Pay respects to the founder’s crypt and explore the “Welcome to Your Smithsonian” exhibit while you can.
Written by Jessica Ruf | Published on
The Smithsonian Institution Building. Photograph courtesy of Robert Lyle Bolton/Flickr.
The Smithsonian Institution Building—better known as the Smithsonian Castle—will close Feb. 1 for what’s projected to be a five-year renovation. That means babies born today will be walking and talking by the time it reopens, so you may as well swing by this week for one last peek.
Aside from being an impressive place to stroll through—the 19th-century building is a designated National Historic Landmark—the Castle also houses a small but diverse collection of Smithsonian art and artifacts that provide a sampling of what each Smithsonian museum has to offer. The building’s “Welcome to Your Smithsonian” exhibit delves into the institution’s history as well as the life of its founder, James Smithson, who you can pay respects to inside the building’s crypt. The crypt, which will remain undisturbed throughout the renovation, is the final resting place of Smithson and is open to the public.
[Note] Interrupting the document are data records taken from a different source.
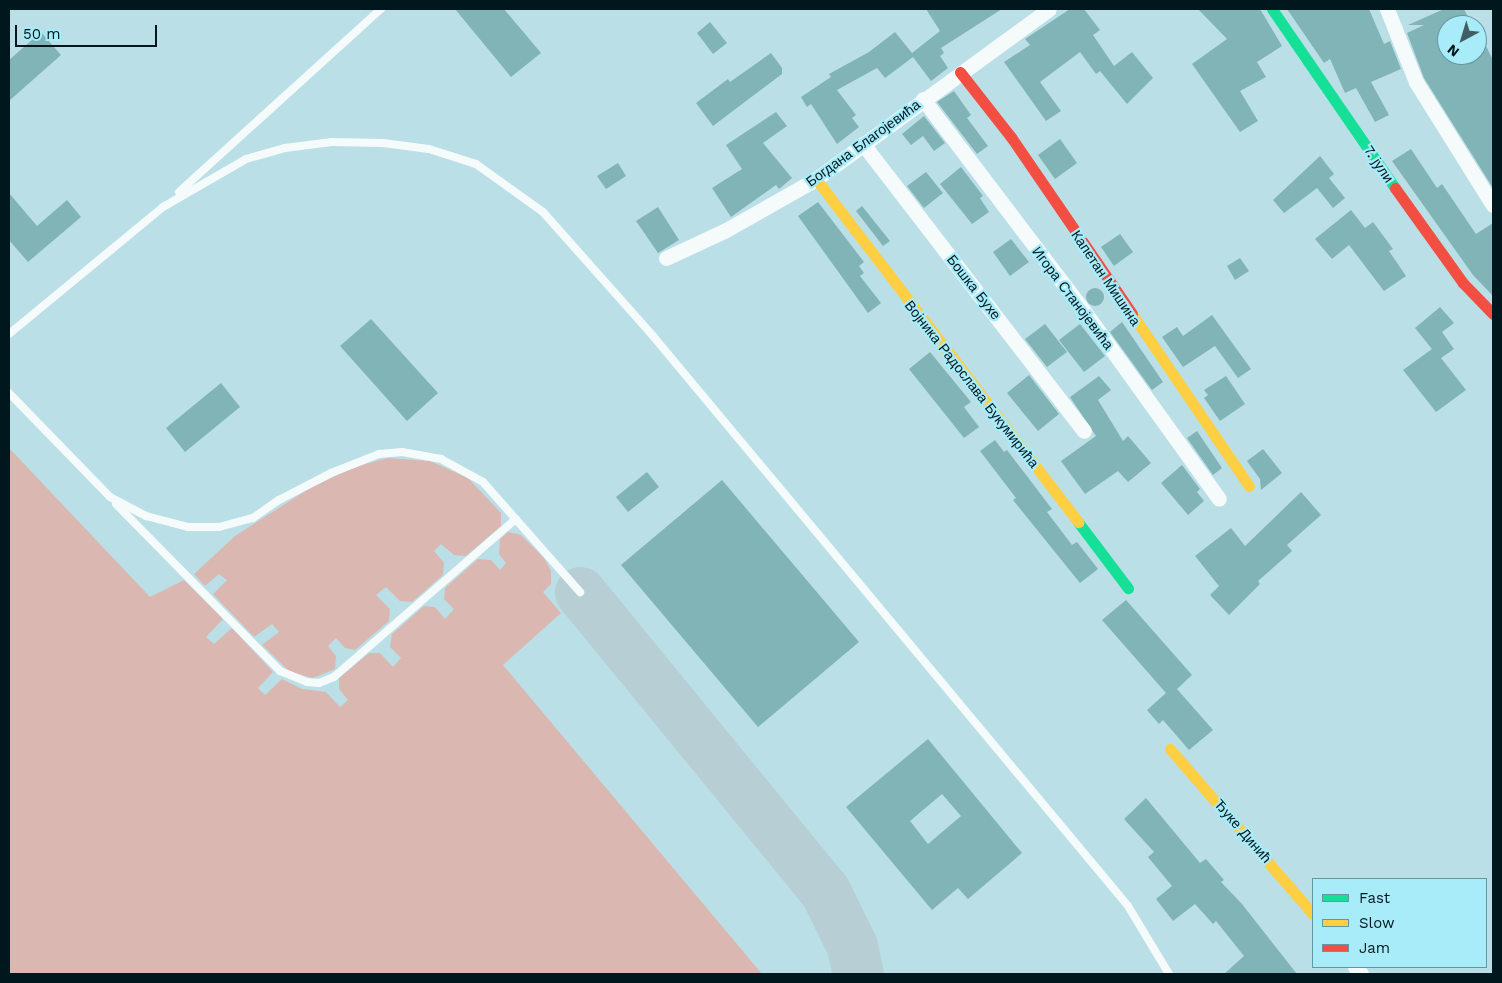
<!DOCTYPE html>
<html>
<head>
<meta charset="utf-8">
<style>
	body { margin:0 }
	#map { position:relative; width:1502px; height:983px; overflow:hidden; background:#badfe7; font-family:"Work Sans",sans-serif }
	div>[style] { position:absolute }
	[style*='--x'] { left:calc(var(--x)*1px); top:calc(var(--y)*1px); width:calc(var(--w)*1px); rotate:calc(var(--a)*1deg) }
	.green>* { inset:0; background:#dab8b1 }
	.taxiway>* { height:51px; margin:-25.5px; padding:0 25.5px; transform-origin:25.5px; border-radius:25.5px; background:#b7ced4 }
	.building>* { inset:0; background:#81b4b7 }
	.round { border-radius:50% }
	.lane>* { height:8px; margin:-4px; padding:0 4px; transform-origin:4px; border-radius:4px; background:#f5fafb }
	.street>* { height:15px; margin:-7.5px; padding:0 7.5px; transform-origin:7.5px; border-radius:7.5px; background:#f5fafb }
	.fast>* { height:11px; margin:-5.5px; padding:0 5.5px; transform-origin:5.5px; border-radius:5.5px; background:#16e098 }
	.slow>* { height:11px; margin:-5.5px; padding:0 5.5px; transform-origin:5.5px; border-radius:5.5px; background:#ffcf43 }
	.jam>* { height:11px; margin:-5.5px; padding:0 5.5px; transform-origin:5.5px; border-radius:5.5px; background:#f24e42 }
	span { translate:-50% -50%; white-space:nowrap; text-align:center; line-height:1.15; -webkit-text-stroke:4.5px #a8ebf9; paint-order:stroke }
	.street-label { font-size:14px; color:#00181d }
	.frame { position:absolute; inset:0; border:10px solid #00181d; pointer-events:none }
	.legend { position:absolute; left:1312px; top:878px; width:175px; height:90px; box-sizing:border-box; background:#a8ebf9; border:1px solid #6597a1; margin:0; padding:6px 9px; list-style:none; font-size:15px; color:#00181d }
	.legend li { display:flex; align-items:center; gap:10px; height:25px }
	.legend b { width:25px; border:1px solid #6597a1 }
	.north { position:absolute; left:1437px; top:15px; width:50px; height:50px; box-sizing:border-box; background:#a8ebf9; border:1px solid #6597a1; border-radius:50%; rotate:219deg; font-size:14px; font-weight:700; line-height:20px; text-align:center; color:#00181d }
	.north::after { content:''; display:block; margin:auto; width:18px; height:22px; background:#415e64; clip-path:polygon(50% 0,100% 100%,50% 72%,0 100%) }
	.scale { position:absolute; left:15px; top:25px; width:142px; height:22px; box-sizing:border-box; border:2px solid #00181d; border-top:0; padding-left:6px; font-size:15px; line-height:18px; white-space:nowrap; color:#00181d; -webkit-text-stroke:4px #a8ebf9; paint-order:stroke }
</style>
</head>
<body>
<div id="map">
	<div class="green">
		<div style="clip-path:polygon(9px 448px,150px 597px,184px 580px,223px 619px,206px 637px,214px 644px,232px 628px,273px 672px,258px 688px,265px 695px,282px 679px,302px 689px,326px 692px,340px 707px,348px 700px,339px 689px,339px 678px,369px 653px,380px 653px,393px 667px,401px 658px,390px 647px,392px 634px,424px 606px,435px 607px,445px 619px,454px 609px,444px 599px,445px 588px,478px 559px,491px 560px,500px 570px,506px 563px,499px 554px,500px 539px,508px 532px,521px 535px,544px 558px,551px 571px,551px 584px,543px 592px,561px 613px,503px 665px,762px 974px,9px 974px)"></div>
		<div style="clip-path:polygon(388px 458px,430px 461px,468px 478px,501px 513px,501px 526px,466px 556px,454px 555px,441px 544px,434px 551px,444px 563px,443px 575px,412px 602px,400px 601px,386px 587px,376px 595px,390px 609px,389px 621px,355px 650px,345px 648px,336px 638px,328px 646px,336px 656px,335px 669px,313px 678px,290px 672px,262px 645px,279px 632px,272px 624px,254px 637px,213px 594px,227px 580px,219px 574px,205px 586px,194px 574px,235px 536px,310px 488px,354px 467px)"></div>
	</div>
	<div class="taxiway">
		<div style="--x:580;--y:592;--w:387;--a:50.7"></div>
		<div style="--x:825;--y:891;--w:61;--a:63.9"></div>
		<div style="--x:852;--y:946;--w:29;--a:78"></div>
	</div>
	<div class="building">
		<div style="clip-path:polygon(455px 9px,504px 9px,541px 53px,511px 77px)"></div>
		<div style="clip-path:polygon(926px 9px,1002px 9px,941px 48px,944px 53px,940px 56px,948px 68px,931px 81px,913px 57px,885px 78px,877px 68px,837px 90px,856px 115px,852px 118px,859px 127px,837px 144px,811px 104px,807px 107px,801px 97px,831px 77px,829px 74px,869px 52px,895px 32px,912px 53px,940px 31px)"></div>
		<div style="clip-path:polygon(1070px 9px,1084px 9px,1100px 30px,1093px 35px,1114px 66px,1132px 52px,1153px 78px,1127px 104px,1100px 71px,1096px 74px,1080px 52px,1040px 82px,1061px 111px,1046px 121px,1004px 62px,1030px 45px,1025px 39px)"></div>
		<div style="clip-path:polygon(1198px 9px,1260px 9px,1282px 46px,1257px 62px,1266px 77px,1240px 91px,1258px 121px,1240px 132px,1192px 64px,1227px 39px)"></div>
		<div style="clip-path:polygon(1287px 9px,1369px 9px,1384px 44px,1390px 41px,1401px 69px,1371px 82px,1389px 115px,1375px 122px,1356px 88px,1345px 93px,1330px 59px,1324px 63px)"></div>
		<div style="clip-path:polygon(1444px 9px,1464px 9px,1472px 25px,1447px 25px,1447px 55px,1477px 55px,1477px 28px,1493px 60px,1493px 188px,1424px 78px,1407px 33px,1424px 25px,1408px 25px)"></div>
		<div style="clip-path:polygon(710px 22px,727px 43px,713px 54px,697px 33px)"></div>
		<div style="clip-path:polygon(41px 32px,61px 55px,9px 101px,9px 60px)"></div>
		<div style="clip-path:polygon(771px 53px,782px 68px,782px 74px,713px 126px,696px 103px,728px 79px,730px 82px)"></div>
		<div style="clip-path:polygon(954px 91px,971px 115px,967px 118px,988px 146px,977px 154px,937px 102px)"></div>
		<div style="clip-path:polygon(776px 112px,787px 126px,763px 143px,792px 178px,779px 189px,776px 185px,731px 217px,712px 188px,742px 169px,726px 145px)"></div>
		<div style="clip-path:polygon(924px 116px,945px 143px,934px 151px,923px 136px,911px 145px,902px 134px)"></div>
		<div style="clip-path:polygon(1060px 139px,1077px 163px,1055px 179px,1038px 155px)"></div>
		<div style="clip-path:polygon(1411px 149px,1437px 188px,1442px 184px,1476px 234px,1493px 223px,1493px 296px,1473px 275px,1392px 161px)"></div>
		<div style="clip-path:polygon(1320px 156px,1334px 174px,1329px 178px,1345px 198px,1333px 208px,1317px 188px,1284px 213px,1273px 200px)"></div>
		<div style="clip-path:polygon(618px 163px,626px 176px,606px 189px,597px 176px)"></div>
		<div style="clip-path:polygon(961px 167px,983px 196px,980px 198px,989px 212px,972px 224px,940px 184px)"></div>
		<div style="clip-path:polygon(926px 172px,943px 193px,924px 208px,907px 186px)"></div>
		<div style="clip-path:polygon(9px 193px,37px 226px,67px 200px,81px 217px,28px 262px,9px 240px)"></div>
		<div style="clip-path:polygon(818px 202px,864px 262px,859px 266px,864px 273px,860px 276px,881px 303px,868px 313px,798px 216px)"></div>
		<div style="clip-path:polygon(862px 206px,890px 241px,883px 246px,856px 211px)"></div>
		<div style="clip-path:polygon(658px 207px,679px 240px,658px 253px,636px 221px)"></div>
		<div style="clip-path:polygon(1351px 210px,1365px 228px,1373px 222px,1393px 249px,1389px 251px,1406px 276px,1384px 291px,1349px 245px,1332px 259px,1315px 239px)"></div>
		<div style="clip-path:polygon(1120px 234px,1133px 252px,1114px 266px,1101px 247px)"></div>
		<div style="clip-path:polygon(1011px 239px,1029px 262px,1010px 276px,993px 252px)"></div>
		<div style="clip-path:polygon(1240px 258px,1249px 271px,1235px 280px,1227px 266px)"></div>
		<div class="round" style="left:1086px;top:288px;width:18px;height:18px"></div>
		<div style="clip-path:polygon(1440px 307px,1454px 323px,1442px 332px,1454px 349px,1441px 358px,1466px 390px,1436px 412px,1403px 370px,1432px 349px,1415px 328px)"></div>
		<div style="clip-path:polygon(1212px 315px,1251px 369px,1238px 378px,1215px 346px,1183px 367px,1162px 337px,1177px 327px,1183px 336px)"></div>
		<div style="clip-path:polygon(371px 319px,438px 393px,407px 421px,340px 346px)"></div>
		<div style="clip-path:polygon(1122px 322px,1163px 382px,1152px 390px,1110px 332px)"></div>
		<div style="clip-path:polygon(1045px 324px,1067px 352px,1047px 367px,1025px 339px)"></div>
		<div style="clip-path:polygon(1080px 324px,1105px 356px,1084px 372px,1059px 340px)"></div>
		<div style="clip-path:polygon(930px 352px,971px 402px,964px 407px,979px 427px,964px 438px,909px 369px)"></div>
		<div style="clip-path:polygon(1029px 375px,1059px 414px,1038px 431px,1007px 393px)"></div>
		<div style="clip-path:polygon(1099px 376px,1111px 390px,1098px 400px,1123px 441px,1128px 436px,1151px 463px,1128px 482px,1118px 471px,1085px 494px,1061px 461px,1096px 436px,1070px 397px)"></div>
		<div style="clip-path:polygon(1226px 376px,1245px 404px,1220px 421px,1204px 398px,1208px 395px,1204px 390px)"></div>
		<div style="clip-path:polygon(221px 383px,240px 407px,185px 452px,166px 428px)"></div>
		<div style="clip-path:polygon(1197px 431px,1222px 468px,1213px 475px,1187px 438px)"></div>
		<div style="clip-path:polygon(995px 440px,1004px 452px,1007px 450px,1052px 509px,1047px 512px,1072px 545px,1077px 542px,1098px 569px,1080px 583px,1013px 500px,1016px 498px,980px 451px)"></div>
		<div style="clip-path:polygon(1263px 449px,1282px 473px,1261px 490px,1260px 479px,1247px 461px)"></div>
		<div style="clip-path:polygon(1182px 465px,1200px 489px,1197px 492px,1204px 501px,1188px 515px,1161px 483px)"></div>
		<div style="clip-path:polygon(647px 472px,659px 487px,628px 512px,616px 497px)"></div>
		<div style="clip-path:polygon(722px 480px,859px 642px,758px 727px,621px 565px)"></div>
		<div style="clip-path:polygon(1301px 492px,1321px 515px,1287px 545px,1292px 551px,1258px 581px,1260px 584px,1229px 615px,1210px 595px,1219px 586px,1195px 556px,1231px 528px,1245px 546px)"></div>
		<div style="clip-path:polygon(1126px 600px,1192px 675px,1177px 689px,1213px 730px,1189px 750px,1163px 720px,1159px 724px,1147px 710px,1166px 693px,1102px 620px)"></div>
		<div style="clip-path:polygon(evenodd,928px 739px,1022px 853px,968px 899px,958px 888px,932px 910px,846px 807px,928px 739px,942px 794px,961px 816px,928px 844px,910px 821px,942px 794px)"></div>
		<div style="clip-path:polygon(1146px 798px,1200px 863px,1206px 859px,1224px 880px,1221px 882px,1242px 904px,1297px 974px,1224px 974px,1244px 956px,1216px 921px,1213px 924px,1195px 904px,1173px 921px,1156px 899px,1172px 886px,1148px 857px,1154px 852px,1124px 819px)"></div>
	</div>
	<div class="lane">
		<div style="--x:179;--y:192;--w:273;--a:-42.2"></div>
		<div style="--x:9;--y:334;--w:200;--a:-39.5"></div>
		<div style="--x:163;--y:207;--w:96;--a:-30"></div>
		<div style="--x:246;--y:159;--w:41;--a:-15.8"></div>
		<div style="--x:285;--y:148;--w:47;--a:-7.3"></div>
		<div style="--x:332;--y:142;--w:51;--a:1.1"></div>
		<div style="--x:383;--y:143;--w:46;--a:7.4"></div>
		<div style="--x:429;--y:149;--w:49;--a:17.7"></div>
		<div style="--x:476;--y:164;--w:82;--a:35.6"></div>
		<div style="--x:543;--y:212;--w:166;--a:48.4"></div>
		<div style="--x:653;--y:336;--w:742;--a:50.19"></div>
		<div style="--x:1128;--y:906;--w:79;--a:58.9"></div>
		<div style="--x:9;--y:393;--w:145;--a:45.8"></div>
		<div style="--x:110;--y:497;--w:41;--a:27.8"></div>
		<div style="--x:146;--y:516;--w:43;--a:14.7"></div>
		<div style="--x:188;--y:527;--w:31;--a:0"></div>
		<div style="--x:219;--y:527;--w:35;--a:-15"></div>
		<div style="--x:253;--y:518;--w:32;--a:-35"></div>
		<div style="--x:279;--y:500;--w:59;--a:-27.4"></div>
		<div style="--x:331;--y:473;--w:52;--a:-21.6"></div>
		<div style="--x:379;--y:454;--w:23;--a:-5"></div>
		<div style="--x:402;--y:452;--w:40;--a:10"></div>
		<div style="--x:441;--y:459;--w:48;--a:28.7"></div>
		<div style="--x:483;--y:482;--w:147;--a:48.6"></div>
		<div style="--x:116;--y:504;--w:234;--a:45.5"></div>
		<div style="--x:280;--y:671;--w:29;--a:22"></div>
		<div style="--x:307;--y:682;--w:12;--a:5"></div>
		<div style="--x:319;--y:683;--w:16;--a:-22"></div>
		<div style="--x:334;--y:677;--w:241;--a:-41"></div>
	</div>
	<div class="street">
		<div style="--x:1387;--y:9;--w:79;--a:68.3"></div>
		<div style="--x:1416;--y:82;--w:145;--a:58"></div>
		<div style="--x:923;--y:99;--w:266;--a:52.8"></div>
		<div style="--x:1084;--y:311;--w:231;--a:54.3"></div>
		<div style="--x:863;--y:144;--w:362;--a:52.4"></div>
		<div style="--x:666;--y:258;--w:66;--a:-25"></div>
		<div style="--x:726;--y:230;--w:103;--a:-29.5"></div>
		<div style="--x:816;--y:179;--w:288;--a:-36.1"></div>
		<div style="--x:1355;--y:967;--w:9;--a:49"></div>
	</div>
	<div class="fast">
		<div style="--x:1272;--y:9;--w:217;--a:55.5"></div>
		<div style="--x:1078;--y:522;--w:83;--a:52.9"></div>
	</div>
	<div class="slow">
		<div style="--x:816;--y:179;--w:432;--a:52.6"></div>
		<div style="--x:1132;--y:314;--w:208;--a:55.8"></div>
		<div style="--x:1170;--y:749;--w:218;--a:49.1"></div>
	</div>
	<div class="jam">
		<div style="--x:960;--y:72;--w:83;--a:51.9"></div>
		<div style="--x:1011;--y:137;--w:214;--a:55.6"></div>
		<div style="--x:1395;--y:188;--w:117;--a:54.4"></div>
		<div style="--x:1463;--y:283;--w:43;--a:45.9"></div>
	</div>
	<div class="street-label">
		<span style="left:863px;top:143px;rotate:-36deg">Богдана Благојевића</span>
		<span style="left:1379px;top:164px;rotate:56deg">7. јули</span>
		<span style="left:1106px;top:278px;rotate:56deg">Капетан Мишина</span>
		<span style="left:974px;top:287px;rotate:52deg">Бошка Бухе</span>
		<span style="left:1073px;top:298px;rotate:53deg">Игора Станојевића</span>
		<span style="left:972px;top:384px;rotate:52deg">Војника Радослава Букумирића</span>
		<span style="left:1243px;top:831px;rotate:49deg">Ђуке Динић</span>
	</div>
	<div class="frame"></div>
	<ul class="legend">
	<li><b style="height:6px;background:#16e098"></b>Fast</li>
	<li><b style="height:6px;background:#ffcf43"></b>Slow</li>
	<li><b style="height:6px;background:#f24e42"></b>Jam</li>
	</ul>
	<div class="north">N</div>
	<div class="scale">50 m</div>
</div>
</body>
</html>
The Castle also houses a cafe, gift shop, and central visitor center (which will be expanding online).
According to the Smithsonian, this will be the first major renovation of the Castle in more than 50 years. It’ll largely focus on restoring the interior, which has been altered over the years, to its original historic appearance. Notably, among other restoration work, the Upper Great Hall will be returned to its original two-story height, creating a venue for public programming once again.
Once it’s closed, passersby can still admire the towers and gothic motifs from the Enid A. Haupt Garden, which will remain open throughout the renovation.